A question that’s come up in preparation for my call tomorrow concerns inflation—is it coming? If so, when, and how bad will it be?
What the data tells us so far
Looking at the month-on-month changes for the Consumer Price Index as a whole, things seem contained, with inflation at levels typical for most of the past 10 years.
Before calling inflation warnings a false alarm, though, let’s move back a bit from the month-to-month changes, which can be volatile, and look at a three-month average.

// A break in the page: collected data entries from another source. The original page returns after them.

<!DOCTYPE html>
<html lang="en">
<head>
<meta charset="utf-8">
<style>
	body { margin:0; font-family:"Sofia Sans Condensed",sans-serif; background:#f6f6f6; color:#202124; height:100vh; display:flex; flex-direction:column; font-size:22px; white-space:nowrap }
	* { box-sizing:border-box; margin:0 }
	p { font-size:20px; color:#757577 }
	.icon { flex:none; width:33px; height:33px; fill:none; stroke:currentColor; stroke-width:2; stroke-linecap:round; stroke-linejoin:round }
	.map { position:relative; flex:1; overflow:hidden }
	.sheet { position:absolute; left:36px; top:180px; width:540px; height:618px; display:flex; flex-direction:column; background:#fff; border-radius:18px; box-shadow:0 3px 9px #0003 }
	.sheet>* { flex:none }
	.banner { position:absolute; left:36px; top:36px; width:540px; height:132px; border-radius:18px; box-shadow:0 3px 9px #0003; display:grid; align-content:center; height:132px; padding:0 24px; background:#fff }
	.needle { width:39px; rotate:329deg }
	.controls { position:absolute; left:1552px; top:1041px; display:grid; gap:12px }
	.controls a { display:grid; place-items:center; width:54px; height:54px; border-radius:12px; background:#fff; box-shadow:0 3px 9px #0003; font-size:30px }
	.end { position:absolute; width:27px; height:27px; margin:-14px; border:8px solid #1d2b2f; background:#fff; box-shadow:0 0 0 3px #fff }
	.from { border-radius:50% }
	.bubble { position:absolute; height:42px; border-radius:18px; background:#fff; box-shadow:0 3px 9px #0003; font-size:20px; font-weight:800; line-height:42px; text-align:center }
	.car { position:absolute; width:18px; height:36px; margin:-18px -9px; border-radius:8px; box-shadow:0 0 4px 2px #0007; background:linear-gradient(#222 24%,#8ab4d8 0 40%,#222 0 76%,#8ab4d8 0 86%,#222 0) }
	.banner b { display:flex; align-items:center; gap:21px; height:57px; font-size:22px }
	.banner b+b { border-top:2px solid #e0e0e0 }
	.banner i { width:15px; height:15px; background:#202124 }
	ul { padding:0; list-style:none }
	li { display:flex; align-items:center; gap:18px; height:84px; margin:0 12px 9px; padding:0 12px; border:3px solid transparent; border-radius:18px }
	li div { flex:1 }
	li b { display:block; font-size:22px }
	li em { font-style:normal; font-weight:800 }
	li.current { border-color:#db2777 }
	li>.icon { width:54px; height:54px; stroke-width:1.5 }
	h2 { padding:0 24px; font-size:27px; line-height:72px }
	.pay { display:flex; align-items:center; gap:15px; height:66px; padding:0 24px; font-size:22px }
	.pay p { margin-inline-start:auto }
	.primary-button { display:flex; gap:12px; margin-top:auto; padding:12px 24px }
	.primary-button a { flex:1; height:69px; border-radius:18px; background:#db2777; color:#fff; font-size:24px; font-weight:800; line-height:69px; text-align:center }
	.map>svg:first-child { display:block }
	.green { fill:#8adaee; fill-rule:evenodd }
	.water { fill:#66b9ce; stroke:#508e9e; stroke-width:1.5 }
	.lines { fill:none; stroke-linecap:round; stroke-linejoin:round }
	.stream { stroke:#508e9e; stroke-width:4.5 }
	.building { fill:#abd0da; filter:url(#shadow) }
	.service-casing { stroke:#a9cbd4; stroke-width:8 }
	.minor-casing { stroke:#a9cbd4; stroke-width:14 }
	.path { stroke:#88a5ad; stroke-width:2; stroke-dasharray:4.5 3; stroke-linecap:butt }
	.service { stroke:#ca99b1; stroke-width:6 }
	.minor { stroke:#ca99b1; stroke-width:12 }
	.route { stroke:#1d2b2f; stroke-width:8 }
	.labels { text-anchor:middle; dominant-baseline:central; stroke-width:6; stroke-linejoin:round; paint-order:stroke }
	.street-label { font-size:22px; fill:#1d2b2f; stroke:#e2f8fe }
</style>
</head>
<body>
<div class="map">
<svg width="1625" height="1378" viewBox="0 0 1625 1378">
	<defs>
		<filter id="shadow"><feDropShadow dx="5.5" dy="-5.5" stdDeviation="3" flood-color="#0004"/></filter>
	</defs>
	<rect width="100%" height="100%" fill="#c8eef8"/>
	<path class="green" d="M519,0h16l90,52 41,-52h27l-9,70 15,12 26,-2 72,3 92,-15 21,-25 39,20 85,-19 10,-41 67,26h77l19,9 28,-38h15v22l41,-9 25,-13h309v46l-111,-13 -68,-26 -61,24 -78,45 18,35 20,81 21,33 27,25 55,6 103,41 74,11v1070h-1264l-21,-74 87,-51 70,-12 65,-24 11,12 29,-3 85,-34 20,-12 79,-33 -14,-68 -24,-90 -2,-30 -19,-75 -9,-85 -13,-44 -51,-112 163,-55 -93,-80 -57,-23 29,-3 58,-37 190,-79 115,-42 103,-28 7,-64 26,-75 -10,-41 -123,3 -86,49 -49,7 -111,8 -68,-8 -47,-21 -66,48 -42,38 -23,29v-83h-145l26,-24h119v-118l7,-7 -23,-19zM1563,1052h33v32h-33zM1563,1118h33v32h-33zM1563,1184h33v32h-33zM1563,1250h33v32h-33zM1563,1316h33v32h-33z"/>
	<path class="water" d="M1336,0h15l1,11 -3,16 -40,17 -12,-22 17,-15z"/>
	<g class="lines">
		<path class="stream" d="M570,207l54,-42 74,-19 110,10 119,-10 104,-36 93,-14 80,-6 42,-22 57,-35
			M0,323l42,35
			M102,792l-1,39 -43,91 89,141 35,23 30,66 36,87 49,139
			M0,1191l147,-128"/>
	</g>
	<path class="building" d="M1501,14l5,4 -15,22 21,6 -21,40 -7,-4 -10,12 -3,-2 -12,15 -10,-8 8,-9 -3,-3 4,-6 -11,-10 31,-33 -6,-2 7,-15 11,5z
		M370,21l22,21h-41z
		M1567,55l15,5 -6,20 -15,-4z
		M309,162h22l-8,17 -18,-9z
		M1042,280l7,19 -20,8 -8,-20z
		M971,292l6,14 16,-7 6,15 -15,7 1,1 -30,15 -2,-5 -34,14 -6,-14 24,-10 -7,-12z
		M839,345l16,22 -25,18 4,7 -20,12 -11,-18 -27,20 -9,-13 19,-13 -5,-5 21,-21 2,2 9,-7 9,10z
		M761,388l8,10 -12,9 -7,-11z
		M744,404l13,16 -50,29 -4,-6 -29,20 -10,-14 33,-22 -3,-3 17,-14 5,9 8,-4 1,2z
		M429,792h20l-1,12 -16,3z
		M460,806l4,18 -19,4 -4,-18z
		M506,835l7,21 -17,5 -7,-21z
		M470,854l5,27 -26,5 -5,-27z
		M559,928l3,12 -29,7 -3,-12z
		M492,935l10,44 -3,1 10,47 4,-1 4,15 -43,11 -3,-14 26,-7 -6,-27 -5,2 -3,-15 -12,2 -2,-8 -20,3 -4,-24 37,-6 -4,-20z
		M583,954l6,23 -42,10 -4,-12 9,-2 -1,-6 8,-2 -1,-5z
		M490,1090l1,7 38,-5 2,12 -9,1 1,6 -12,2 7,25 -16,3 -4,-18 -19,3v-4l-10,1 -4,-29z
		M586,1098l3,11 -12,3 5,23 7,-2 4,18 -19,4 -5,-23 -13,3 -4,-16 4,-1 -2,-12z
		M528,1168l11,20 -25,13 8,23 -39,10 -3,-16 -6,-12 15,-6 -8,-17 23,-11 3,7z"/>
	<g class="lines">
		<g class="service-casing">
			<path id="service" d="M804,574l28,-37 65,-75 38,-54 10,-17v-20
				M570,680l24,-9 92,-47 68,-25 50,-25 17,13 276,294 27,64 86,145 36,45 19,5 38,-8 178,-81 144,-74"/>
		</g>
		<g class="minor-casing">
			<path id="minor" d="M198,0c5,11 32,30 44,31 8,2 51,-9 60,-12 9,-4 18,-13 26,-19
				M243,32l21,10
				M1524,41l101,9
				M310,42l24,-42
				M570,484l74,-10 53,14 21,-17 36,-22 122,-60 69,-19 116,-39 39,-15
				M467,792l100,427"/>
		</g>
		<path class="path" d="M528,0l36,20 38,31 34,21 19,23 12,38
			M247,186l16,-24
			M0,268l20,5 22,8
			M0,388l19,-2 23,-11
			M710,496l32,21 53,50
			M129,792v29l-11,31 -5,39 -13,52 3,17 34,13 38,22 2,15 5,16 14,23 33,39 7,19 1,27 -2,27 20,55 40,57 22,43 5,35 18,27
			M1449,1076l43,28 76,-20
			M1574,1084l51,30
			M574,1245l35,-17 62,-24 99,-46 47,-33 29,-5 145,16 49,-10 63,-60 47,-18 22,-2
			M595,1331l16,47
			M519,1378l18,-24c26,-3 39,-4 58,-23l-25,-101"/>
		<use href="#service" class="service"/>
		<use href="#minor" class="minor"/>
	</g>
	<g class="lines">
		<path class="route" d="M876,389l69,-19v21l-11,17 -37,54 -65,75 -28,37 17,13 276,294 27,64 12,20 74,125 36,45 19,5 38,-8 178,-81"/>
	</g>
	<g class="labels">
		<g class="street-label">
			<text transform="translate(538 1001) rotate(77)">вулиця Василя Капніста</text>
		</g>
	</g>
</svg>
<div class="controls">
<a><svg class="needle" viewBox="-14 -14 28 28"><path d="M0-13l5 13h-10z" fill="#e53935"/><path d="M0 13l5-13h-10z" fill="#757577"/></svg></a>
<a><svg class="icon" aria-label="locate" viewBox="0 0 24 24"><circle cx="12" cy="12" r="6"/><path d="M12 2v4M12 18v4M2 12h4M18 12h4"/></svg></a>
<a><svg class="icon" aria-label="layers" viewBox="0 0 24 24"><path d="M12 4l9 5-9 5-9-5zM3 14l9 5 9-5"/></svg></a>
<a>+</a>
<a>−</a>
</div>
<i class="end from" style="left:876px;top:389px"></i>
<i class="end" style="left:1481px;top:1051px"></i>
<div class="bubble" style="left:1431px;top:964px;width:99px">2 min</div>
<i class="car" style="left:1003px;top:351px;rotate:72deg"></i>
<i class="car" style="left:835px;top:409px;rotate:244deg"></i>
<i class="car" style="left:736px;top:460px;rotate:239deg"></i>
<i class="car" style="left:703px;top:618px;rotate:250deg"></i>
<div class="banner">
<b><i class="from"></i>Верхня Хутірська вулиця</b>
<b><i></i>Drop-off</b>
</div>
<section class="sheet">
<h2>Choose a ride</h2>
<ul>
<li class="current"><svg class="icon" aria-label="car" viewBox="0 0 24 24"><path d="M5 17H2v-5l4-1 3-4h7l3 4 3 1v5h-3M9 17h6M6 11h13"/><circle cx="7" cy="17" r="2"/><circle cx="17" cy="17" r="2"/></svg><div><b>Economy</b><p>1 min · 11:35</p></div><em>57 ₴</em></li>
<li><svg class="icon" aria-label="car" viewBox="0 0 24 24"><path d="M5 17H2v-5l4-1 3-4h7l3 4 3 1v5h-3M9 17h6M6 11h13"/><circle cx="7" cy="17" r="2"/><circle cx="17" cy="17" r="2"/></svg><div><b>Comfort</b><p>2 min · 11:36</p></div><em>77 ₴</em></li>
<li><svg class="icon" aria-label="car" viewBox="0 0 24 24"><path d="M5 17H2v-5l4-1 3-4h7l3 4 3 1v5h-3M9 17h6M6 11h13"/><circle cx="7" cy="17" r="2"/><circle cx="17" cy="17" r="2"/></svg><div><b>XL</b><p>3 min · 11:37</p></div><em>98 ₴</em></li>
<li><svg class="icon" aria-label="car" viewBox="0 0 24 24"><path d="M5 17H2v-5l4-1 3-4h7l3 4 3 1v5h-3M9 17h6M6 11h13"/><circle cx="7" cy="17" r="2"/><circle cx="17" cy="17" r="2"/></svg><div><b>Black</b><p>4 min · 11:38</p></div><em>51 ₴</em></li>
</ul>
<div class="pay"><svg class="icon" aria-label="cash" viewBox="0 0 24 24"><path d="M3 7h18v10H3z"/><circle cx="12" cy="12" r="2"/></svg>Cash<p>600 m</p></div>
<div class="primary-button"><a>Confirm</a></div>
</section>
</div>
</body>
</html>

In most of the graph, there’s a rough balance between upward and downward trends; overall, we’re still within the normal range. But the most recent data suggests a possible acceleration upward—and warrants a deeper look.
Inflation creeping up in some areas
One of the largest components of the core price index is shelter, with rent at 31.7 percent. For owners, rent is estimated based on the rents of similar rental properties. Rents have been rising and vacancy rates decreasing, driving an increase in this component of the CPI—and signaling a further rise.
It’s hard to see from this chart, but the shelter inflation rate is now at a six-year high of 2.8 percent.
And shelter isn’t the only area to see an uptick.
- Medical inflation is starting to stir, driven by sharp price increases for generic drugs and greater demand for health care services.
- Commodities are up by 10 percent from the lows earlier in the year (and up by 8 percent if you exclude food and energy).
- Airfares and clothing are up substantially.
- Even public transportation is up by double digits over the past year.
The increase in inflation has hit both goods and services, suggesting it is widespread.
A top-down perspective
Another way of looking at this is from the top down, based on total money supply and velocity. While velocity shows signs of bottoming, money supply has been increasing for six months, after declining for several years. The combination of growing money stock and flattening velocity should act to further increase the risk of inflation.
Is the Fed watching closely enough?
None of this should spell panic. Inflation continues to rise slowly, and there’s no immediate problem here.
On the other hand, the Federal Reserve doesn’t appear to be taking sufficient account of the risk. We’re already close to the Fed’s target inflation rate, and there’s a real chance inflation could take off in a way that would prompt the Fed to raise interest rates sooner than anyone expects.
That’s something the market is not pricing in.